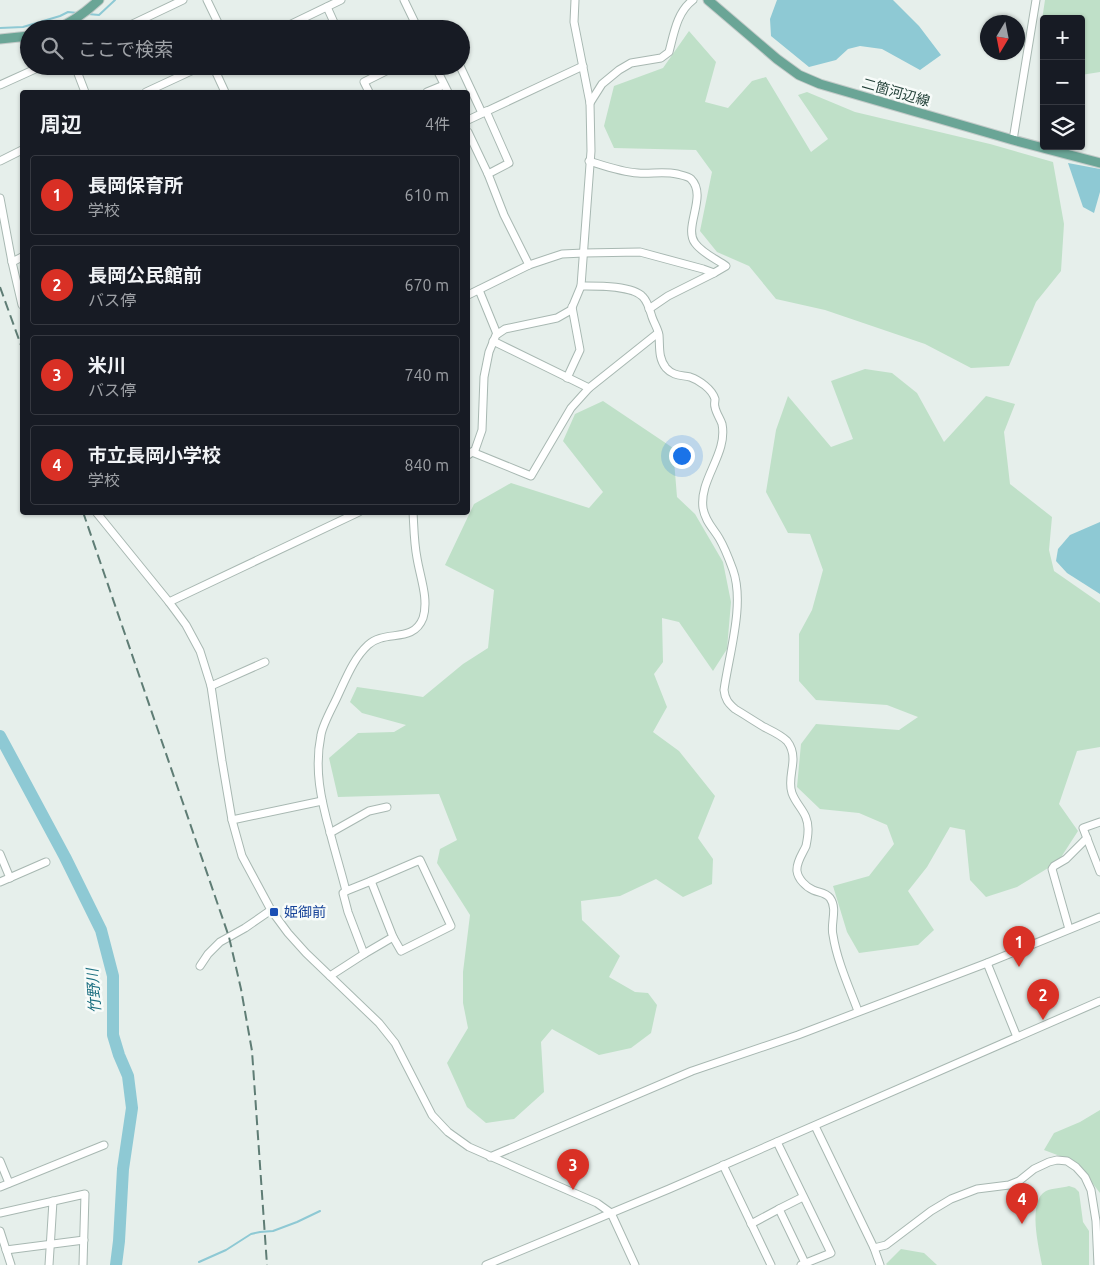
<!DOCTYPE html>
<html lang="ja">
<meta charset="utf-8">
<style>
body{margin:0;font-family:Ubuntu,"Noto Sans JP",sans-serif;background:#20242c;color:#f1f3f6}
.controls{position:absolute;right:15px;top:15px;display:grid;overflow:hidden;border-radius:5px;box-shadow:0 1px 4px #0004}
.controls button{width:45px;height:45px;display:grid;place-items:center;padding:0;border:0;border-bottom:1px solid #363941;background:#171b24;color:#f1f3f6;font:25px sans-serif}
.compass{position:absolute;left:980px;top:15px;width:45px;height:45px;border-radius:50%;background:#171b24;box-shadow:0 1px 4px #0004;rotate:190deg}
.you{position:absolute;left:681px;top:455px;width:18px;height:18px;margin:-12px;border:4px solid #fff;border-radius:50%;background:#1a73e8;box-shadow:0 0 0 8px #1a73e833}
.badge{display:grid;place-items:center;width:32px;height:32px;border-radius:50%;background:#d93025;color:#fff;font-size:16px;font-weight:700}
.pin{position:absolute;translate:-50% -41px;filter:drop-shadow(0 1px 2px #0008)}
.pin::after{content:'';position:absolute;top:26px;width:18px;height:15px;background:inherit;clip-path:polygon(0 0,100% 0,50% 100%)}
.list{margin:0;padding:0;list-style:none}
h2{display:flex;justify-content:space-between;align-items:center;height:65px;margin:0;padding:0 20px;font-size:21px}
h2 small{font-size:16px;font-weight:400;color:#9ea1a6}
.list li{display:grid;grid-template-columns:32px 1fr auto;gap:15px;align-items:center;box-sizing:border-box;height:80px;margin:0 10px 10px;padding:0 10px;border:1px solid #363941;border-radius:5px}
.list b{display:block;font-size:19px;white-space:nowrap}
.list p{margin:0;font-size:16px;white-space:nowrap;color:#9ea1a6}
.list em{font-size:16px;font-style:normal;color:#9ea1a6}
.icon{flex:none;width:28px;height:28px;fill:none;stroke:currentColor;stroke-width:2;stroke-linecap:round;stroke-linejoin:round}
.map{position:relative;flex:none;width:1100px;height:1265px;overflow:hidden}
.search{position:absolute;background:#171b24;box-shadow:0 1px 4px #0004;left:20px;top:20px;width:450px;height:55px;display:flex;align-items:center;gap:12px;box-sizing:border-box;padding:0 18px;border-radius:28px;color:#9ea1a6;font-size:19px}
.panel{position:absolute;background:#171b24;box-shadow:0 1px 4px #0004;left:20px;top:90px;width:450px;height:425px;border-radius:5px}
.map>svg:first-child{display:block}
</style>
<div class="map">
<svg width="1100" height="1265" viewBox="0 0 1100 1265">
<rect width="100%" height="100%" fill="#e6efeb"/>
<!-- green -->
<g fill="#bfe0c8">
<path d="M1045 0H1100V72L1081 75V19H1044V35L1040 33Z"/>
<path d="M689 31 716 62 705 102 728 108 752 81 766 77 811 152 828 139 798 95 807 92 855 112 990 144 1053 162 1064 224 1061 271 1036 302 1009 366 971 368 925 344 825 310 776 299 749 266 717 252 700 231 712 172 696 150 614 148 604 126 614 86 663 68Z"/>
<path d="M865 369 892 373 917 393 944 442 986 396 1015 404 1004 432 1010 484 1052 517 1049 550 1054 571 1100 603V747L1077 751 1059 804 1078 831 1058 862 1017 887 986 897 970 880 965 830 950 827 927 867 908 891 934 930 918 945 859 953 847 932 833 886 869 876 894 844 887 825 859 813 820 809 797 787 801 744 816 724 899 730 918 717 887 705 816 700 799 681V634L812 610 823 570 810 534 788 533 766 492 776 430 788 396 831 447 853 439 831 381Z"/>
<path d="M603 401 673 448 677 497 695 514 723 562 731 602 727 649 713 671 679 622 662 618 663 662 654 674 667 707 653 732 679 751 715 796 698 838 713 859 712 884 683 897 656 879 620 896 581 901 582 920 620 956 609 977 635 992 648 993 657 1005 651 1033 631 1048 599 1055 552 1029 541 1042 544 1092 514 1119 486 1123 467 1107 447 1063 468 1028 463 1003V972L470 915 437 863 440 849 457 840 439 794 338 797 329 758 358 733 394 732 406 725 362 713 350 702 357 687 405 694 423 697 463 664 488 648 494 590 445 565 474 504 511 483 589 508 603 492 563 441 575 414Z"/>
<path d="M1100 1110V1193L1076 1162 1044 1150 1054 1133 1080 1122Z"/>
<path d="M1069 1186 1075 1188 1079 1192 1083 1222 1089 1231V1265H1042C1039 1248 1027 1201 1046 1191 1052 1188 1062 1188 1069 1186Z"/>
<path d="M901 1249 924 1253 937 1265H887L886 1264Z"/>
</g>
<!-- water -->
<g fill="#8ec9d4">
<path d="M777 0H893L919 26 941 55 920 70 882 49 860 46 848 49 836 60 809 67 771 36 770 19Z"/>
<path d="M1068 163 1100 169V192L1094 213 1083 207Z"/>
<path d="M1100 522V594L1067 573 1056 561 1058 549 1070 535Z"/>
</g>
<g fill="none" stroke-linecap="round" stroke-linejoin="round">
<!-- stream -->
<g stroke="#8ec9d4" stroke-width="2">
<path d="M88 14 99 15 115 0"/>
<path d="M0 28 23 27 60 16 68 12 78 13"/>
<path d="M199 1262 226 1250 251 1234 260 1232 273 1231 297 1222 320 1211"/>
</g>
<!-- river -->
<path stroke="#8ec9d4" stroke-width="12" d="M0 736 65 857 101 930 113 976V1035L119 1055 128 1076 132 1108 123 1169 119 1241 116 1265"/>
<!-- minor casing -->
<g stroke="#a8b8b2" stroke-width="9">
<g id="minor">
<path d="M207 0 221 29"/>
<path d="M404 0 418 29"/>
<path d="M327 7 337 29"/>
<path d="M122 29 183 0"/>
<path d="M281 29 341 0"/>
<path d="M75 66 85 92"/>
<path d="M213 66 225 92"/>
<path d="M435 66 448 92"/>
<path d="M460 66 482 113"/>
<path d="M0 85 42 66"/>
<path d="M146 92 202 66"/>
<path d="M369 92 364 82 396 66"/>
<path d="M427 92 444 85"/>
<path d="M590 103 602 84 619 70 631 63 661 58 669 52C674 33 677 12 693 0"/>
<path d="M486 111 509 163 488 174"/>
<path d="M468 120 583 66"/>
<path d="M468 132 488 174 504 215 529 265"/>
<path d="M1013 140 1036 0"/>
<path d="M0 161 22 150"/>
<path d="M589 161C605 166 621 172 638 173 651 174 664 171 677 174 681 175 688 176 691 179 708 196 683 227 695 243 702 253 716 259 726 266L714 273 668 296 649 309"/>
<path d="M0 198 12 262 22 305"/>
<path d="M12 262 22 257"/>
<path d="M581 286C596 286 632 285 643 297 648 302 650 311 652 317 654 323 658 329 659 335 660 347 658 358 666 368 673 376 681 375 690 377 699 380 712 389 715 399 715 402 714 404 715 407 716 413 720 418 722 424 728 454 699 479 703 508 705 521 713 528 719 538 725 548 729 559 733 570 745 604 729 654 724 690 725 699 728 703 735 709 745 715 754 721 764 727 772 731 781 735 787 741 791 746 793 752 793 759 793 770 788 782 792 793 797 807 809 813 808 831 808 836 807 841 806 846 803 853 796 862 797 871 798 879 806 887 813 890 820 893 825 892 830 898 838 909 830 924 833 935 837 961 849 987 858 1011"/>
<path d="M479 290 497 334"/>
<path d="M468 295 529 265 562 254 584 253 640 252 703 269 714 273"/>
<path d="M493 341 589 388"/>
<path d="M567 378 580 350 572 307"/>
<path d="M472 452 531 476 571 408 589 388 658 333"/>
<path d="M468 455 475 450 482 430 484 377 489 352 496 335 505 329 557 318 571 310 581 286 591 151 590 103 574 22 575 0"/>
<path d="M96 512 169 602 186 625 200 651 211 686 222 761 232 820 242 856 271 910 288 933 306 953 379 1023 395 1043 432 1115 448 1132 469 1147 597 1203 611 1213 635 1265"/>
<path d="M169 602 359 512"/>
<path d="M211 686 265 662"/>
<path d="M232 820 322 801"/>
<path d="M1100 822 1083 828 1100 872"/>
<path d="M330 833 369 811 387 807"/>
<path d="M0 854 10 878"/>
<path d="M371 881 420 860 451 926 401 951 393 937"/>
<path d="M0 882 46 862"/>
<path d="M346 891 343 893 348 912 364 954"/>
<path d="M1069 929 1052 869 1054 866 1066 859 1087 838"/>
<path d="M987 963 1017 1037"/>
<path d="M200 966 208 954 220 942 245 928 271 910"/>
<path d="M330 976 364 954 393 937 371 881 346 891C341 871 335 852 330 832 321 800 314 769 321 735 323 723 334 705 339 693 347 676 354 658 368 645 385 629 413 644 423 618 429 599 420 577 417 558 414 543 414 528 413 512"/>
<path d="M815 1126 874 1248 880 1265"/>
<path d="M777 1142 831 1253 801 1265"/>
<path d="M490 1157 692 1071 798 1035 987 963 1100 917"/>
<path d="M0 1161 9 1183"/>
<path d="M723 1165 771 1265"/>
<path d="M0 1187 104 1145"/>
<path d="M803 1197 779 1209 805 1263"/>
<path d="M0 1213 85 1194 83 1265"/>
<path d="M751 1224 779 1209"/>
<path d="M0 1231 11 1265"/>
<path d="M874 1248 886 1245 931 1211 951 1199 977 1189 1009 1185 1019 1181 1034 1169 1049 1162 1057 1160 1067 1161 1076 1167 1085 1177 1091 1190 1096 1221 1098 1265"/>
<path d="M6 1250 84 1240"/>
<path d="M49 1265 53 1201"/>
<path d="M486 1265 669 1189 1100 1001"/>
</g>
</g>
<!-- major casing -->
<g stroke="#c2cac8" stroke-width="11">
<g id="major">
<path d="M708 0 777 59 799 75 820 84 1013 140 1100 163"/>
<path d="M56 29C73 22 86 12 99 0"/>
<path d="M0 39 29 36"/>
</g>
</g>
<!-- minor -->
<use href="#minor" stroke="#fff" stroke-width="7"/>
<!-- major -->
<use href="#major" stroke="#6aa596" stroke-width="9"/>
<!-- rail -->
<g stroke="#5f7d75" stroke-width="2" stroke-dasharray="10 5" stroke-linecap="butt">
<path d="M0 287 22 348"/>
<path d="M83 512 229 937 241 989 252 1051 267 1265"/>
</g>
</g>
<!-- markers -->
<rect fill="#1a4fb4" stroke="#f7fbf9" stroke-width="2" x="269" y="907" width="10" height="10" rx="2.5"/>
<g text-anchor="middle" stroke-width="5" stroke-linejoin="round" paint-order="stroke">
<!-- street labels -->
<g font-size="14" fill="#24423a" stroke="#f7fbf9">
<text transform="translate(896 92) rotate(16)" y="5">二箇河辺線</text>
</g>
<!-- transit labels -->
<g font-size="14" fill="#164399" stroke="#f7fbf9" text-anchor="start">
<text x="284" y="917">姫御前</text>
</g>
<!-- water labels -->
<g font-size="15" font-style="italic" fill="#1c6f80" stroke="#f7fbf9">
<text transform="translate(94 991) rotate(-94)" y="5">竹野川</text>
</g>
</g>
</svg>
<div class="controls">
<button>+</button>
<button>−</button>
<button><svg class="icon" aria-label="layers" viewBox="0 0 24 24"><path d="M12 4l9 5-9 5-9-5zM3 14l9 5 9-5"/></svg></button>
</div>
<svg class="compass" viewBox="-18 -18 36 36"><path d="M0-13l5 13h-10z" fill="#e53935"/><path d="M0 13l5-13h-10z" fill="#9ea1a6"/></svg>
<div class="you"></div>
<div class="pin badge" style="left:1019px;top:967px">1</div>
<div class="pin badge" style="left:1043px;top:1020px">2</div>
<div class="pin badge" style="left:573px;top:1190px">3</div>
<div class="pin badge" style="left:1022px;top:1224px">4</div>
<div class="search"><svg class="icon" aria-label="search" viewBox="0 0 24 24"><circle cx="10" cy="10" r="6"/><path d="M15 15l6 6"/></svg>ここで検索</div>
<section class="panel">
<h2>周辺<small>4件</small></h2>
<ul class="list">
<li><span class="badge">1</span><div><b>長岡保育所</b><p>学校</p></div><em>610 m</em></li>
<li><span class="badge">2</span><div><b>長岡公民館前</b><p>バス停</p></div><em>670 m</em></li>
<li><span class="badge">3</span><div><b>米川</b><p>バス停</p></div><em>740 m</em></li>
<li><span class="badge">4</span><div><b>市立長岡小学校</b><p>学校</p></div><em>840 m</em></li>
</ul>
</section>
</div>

* PROBLEM DESCRIPTION
Among the records, find every line holding the word "nowrap" and copy it.

* ANSWER SECTION
.list b{display:block;font-size:19px;white-space:nowrap}
.list p{margin:0;font-size:16px;white-space:nowrap;color:#9ea1a6}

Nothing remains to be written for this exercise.